The answer to both the research dilemma and the digital ad targeting dilemma is the same: engage with consumers legally, ethically, transparently and directly in the personal data value exchange process. The best and most reliable path to consumer data access is in building a direct data relationship with the consumer. Companies that create fair value for customers via rewards, benefits and personalization in return for access to consumer data will develop comprehensive, predictive data assets that will fuel every aspect of their marketing programs.

The radical innovation that is transforming the market research industry today is a legal framework and technology platform that empowers individual consumers to take control of their digital platform data (Facebook, Google, Amazon, Instagram, Twitter, etc.), create an asset that can be copyrighted, and licensed to ethical brands and their trusted market research partners, in a secure, encrypted platform, in exchange for benefits and rewards. This is the immediate deliverable from Luxury Institute’s Advanced Personalization Xchange (APX) for affluent consumer data, and from its sister entity, the DataLucent Xchange (DLX) for mass consumer data.

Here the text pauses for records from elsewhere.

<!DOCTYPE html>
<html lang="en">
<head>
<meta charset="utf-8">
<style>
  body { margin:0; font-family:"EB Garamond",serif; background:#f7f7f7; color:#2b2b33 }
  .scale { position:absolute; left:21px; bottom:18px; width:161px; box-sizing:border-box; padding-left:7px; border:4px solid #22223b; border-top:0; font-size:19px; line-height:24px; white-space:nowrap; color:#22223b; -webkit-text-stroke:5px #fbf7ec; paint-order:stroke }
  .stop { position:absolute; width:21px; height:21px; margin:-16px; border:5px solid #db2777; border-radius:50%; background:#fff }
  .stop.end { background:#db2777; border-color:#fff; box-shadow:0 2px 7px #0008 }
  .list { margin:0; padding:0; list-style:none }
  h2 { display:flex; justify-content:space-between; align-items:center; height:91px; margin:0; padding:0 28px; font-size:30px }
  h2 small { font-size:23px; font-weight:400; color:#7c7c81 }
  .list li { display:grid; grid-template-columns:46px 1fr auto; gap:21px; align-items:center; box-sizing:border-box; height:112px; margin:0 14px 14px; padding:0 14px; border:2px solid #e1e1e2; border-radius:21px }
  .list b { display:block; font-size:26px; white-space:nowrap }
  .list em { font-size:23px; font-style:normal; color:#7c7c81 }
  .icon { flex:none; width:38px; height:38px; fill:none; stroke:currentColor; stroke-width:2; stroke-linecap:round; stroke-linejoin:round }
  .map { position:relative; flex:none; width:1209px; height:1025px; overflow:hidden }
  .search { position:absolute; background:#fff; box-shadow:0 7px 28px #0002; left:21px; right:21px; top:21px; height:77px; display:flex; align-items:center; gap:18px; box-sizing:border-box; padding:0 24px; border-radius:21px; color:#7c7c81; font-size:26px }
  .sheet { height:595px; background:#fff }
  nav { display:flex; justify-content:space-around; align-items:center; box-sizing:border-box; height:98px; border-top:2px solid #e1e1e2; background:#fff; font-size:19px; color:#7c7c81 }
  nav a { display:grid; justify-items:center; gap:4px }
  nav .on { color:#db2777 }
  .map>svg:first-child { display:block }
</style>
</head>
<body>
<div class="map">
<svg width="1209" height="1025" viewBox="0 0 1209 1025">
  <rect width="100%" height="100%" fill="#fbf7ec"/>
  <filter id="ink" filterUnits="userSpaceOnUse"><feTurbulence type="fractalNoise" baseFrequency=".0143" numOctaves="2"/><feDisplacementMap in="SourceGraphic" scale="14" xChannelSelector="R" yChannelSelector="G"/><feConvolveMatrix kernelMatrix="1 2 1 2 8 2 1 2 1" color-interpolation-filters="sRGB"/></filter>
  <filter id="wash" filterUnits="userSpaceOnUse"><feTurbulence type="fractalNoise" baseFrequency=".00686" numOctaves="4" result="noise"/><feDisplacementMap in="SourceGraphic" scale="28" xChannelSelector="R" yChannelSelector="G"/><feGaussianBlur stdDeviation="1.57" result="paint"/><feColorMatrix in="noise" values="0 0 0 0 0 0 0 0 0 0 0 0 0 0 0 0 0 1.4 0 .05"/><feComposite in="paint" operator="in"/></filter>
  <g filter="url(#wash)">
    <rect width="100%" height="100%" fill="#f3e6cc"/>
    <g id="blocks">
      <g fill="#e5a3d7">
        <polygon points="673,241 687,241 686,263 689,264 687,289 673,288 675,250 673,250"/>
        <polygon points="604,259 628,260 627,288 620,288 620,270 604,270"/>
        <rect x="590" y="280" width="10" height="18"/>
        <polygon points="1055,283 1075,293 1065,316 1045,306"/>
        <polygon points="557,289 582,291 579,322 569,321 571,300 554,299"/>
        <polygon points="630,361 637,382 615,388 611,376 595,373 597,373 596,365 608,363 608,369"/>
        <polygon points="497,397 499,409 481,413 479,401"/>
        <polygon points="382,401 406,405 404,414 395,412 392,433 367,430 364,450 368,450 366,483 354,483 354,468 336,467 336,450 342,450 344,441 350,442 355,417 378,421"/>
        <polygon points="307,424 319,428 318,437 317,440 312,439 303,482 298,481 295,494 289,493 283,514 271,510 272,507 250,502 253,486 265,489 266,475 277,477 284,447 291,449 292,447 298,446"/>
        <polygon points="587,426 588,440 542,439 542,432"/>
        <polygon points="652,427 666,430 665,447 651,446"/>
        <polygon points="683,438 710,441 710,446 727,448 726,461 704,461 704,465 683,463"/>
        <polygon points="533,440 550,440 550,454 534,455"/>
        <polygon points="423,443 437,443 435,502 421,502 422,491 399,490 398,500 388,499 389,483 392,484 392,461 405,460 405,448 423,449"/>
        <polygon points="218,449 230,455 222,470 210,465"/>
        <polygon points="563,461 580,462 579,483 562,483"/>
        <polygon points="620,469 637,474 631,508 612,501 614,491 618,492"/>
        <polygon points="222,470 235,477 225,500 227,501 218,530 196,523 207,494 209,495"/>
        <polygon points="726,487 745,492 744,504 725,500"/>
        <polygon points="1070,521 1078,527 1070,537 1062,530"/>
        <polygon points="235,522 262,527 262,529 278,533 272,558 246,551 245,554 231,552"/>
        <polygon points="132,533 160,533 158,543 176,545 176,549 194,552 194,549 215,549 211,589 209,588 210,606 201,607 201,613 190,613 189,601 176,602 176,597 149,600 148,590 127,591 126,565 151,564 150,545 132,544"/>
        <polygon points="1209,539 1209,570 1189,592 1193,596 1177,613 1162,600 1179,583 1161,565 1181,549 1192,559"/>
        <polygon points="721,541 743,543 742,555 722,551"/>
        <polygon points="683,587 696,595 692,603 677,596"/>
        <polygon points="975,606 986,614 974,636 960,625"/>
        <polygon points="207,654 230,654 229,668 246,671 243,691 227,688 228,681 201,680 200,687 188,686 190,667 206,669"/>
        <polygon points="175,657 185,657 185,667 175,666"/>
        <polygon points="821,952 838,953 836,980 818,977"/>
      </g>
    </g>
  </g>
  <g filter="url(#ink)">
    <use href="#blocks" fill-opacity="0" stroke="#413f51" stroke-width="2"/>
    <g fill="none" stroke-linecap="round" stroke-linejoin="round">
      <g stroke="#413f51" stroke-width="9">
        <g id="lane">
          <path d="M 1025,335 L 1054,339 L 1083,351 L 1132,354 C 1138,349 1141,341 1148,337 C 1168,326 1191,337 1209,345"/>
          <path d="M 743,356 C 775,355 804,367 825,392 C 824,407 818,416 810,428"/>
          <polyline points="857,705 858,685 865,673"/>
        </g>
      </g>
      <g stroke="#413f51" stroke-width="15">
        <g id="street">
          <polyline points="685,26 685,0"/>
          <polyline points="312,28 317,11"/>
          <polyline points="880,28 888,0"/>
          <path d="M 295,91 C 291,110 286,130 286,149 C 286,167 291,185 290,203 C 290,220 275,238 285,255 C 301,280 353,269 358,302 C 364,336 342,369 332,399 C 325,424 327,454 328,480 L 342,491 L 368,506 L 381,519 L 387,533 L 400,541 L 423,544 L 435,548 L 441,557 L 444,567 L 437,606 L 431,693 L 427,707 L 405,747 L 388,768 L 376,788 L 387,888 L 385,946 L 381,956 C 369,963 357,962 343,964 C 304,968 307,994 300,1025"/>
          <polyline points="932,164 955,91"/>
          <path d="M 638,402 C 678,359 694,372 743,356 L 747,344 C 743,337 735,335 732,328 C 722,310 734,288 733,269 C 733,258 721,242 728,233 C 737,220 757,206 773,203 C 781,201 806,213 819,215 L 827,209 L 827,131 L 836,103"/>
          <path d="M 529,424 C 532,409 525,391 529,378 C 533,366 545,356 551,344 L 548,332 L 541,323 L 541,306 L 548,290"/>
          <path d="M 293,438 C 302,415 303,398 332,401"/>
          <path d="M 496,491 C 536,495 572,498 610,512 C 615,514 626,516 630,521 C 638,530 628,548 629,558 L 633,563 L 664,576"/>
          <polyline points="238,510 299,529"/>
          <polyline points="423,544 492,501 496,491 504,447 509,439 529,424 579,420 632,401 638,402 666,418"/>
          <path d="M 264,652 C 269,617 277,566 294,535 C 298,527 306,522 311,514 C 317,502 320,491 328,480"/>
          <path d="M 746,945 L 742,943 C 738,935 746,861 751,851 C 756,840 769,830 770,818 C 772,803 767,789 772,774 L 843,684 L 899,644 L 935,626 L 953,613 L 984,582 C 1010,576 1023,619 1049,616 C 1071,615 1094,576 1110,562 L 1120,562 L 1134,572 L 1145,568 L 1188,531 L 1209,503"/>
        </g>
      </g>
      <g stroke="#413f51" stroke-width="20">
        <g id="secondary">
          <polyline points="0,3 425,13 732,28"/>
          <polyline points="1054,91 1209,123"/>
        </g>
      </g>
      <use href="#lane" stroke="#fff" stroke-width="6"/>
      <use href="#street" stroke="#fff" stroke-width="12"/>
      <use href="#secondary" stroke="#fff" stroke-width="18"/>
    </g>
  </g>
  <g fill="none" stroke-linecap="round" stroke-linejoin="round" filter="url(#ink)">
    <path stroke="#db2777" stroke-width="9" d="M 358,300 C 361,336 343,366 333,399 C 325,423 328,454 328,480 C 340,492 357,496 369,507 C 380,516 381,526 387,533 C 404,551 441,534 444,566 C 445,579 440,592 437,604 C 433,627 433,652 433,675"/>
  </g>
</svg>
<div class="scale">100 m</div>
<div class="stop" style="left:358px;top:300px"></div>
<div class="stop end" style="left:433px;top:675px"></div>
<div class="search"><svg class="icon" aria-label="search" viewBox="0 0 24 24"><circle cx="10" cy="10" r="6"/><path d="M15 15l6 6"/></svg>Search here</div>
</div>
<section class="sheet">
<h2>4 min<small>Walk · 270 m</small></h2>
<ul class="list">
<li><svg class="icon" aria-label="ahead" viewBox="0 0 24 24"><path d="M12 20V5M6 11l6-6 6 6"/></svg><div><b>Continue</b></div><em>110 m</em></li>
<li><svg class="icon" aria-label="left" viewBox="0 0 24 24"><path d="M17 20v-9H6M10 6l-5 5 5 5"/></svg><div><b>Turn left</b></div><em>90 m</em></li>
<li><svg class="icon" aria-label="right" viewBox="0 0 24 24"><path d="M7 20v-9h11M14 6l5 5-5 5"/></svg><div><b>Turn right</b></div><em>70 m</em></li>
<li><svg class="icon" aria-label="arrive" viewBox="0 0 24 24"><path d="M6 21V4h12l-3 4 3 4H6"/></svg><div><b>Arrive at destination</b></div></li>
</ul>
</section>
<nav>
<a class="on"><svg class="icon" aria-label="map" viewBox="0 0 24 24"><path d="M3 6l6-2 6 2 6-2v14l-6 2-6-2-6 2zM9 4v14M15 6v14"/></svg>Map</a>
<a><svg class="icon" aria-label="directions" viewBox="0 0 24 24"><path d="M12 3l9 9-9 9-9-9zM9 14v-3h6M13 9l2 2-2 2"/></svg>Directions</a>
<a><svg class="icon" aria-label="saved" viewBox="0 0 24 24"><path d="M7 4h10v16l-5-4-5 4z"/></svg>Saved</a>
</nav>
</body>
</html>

Imagine that the brand marketing team has tasked the consumer insights team with creating an optimal customer segmentation project. By subscribing to the APX/DLX platform, customer insights professionals can easily recruit and manage a panel of authentic, validated, fully identified consumers. Researchers can recruit 2,000, 5,000 or 10,000 customers in return for fair rewards and benefits. Imagine having access to richest, most relevant, most predictive, fully validated demographic, attitudinal, and behavioral data for any brand’s customer base.

It gets better. Facebook and Google have deployed the most advanced analytic techniques available to categorize, profile and segment consumers for marketing purposes, and this marketing metadata is available via the APX/DLX platform. No hard-core analytics are required to tease out, or force-fit segments because the insights that the major consumer platforms use to target consumers are automatically available for brand use.

What is the future, post-DataLucent, of quantitative surveys and qualitative research? These tried-and-true methods now become a solid, superb supplement, to the digital platform data insights, but are no longer the key drivers of highly predictive customer segmentation efforts. Consumer analytics teams may run a survey, available through the DataLucent panel, to probe more deeply with a subset of the panel, or a specific segment, and ask “why” questions, or test a new concept, or ad, as before. Qualitative research can be deployed for the same purposes.

The market research industry has served its clients well over its first 100 years. As we begin the industry’s second century, the true digital transformation of this critical industry, powered by legal and ethical personal data exchanges, is about to take off. In 2021, as market research professionals take their new, highly influential and prestigious place at the table, they will be respected for empowering the marketing and sales teams to engage with highly predictive customer segments and audiences, armed with the most relevant custom content, offers, innovative new products and services far beyond what had been possible for a century. In 2021 and beyond, market research innovators will be able to say they led the radical reinvention of their beloved industry.